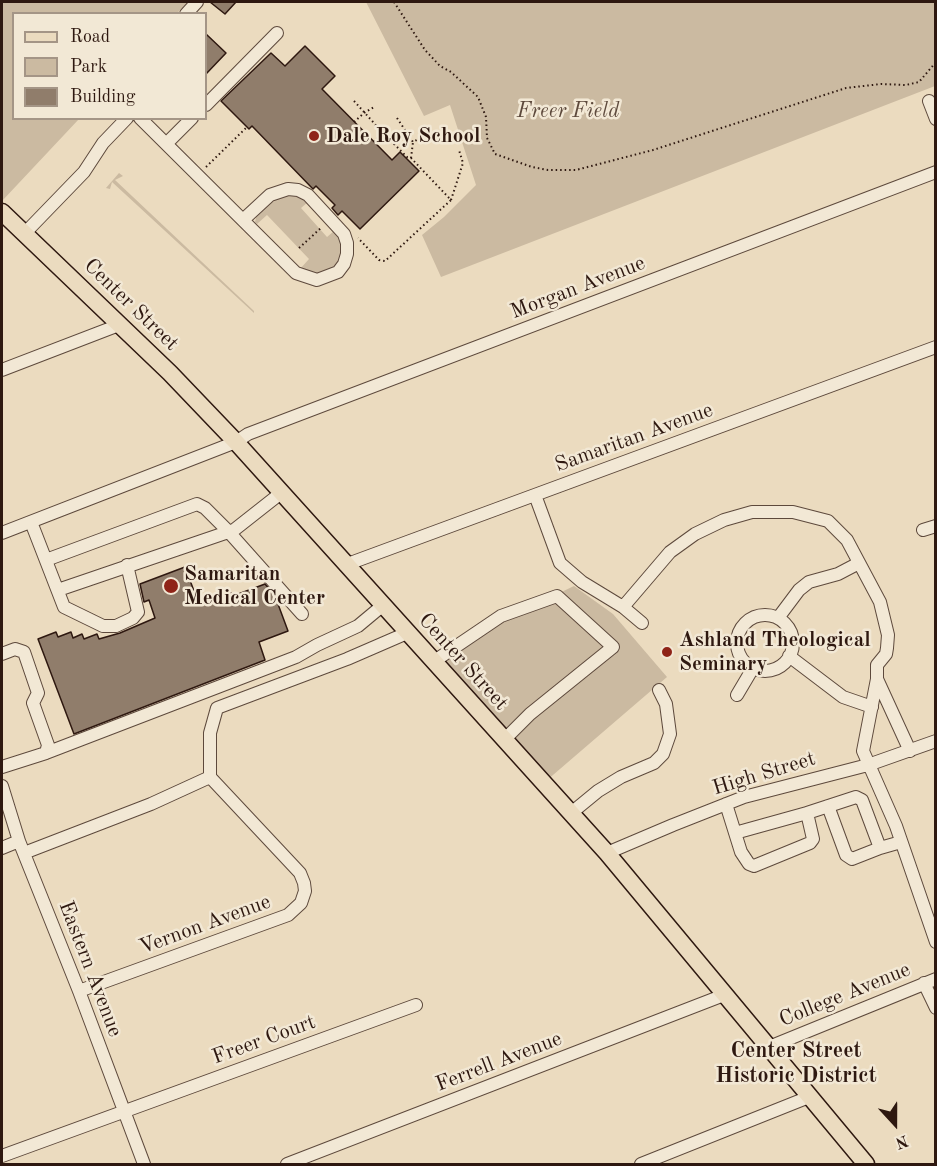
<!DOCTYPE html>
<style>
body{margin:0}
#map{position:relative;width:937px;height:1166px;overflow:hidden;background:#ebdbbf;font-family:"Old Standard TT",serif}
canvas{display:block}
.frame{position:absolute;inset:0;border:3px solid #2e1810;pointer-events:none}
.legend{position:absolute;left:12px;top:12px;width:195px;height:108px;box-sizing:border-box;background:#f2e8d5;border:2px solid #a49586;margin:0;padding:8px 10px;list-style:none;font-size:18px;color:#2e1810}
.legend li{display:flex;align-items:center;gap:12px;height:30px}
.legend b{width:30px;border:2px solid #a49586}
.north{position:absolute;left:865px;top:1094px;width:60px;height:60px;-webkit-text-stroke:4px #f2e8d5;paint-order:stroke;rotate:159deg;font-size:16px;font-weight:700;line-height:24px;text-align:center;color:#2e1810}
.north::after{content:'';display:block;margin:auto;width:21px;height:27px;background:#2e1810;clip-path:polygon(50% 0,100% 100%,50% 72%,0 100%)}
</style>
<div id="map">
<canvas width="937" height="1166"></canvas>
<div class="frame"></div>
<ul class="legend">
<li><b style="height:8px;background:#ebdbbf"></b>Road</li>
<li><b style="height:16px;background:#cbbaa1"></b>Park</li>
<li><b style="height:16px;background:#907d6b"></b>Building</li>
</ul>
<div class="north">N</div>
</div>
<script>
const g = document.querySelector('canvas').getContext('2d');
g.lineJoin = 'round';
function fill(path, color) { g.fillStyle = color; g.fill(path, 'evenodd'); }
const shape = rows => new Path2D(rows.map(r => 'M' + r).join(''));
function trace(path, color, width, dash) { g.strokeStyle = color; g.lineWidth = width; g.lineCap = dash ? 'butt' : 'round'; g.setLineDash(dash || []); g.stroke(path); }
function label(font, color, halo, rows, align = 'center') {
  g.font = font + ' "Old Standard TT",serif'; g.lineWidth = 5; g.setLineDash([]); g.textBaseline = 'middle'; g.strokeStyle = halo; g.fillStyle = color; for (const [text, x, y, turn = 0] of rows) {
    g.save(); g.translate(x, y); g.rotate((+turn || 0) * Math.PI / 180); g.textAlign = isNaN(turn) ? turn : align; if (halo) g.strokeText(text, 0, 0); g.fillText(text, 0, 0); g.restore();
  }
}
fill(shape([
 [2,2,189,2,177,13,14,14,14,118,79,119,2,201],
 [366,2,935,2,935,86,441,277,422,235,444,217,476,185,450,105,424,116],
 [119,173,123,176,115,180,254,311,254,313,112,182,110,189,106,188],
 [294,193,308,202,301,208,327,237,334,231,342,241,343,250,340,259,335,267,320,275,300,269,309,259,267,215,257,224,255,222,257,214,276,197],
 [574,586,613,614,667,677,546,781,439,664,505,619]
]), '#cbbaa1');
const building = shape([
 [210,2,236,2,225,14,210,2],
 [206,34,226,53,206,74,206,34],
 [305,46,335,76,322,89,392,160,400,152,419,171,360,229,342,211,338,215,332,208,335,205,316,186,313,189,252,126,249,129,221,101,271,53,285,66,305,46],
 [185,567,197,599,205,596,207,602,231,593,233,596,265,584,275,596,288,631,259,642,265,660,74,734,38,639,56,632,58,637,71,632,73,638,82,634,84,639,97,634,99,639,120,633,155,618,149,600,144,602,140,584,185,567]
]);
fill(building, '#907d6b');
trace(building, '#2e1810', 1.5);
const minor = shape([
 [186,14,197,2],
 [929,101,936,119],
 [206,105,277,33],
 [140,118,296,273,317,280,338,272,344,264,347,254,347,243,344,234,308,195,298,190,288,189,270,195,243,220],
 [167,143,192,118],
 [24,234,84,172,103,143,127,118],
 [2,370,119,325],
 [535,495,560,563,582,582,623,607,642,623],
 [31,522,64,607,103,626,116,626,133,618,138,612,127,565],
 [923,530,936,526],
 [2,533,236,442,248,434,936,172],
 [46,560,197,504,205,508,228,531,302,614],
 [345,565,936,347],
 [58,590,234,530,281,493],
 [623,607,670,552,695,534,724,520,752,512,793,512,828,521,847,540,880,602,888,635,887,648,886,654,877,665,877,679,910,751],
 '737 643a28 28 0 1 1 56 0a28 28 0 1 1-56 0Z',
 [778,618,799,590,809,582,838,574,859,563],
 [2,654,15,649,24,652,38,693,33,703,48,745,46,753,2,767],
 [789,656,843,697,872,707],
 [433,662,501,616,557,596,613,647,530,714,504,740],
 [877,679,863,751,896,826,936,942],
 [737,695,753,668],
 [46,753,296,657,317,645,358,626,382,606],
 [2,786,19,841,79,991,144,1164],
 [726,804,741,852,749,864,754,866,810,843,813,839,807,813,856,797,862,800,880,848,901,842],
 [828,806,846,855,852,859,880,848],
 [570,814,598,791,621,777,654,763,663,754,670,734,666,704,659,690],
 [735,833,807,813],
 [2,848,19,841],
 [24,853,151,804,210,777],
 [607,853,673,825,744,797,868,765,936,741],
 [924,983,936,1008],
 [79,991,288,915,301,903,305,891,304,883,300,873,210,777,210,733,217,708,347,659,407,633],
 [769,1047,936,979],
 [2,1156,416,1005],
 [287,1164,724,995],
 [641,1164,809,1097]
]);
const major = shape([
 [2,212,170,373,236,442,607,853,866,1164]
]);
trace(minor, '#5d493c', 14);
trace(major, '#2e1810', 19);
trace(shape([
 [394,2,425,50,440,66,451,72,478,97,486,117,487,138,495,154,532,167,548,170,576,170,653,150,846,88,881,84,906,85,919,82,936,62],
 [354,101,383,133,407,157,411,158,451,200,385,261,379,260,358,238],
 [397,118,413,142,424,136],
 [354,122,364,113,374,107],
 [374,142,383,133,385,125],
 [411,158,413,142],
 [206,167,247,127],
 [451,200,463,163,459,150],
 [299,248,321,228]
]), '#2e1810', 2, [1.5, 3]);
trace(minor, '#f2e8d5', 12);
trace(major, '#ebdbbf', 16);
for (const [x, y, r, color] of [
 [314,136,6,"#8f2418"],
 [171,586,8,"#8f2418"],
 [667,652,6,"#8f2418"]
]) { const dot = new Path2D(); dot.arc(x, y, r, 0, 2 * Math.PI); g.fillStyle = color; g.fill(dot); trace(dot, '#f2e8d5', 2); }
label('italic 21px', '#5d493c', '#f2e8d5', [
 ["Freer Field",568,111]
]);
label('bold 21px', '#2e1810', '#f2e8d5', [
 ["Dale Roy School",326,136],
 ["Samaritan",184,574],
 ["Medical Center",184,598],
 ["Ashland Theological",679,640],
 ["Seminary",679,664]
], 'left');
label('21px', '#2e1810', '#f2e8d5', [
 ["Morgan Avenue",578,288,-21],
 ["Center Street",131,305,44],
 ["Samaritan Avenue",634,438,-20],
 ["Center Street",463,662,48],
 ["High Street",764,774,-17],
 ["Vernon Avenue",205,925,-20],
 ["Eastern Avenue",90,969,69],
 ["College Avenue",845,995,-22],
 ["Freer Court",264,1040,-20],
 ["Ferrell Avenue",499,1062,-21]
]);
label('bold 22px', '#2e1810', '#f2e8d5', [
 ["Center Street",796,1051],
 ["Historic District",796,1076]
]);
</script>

━━━━━━━━━━━━━━━━━━━━━━━━━━━━━━

» What needs to be done
Take each line above that contains "rows" and copy it out.

» Task response
const shape = rows => new Path2D(rows.map(r => 'M' + r).join(''));
function label(font, color, halo, rows, align = 'center') {
  g.font = font + ' "Old Standard TT",serif'; g.lineWidth = 5; g.setLineDash([]); g.textBaseline = 'middle'; g.strokeStyle = halo; g.fillStyle = color; for (const [text, x, y, turn = 0] of rows) {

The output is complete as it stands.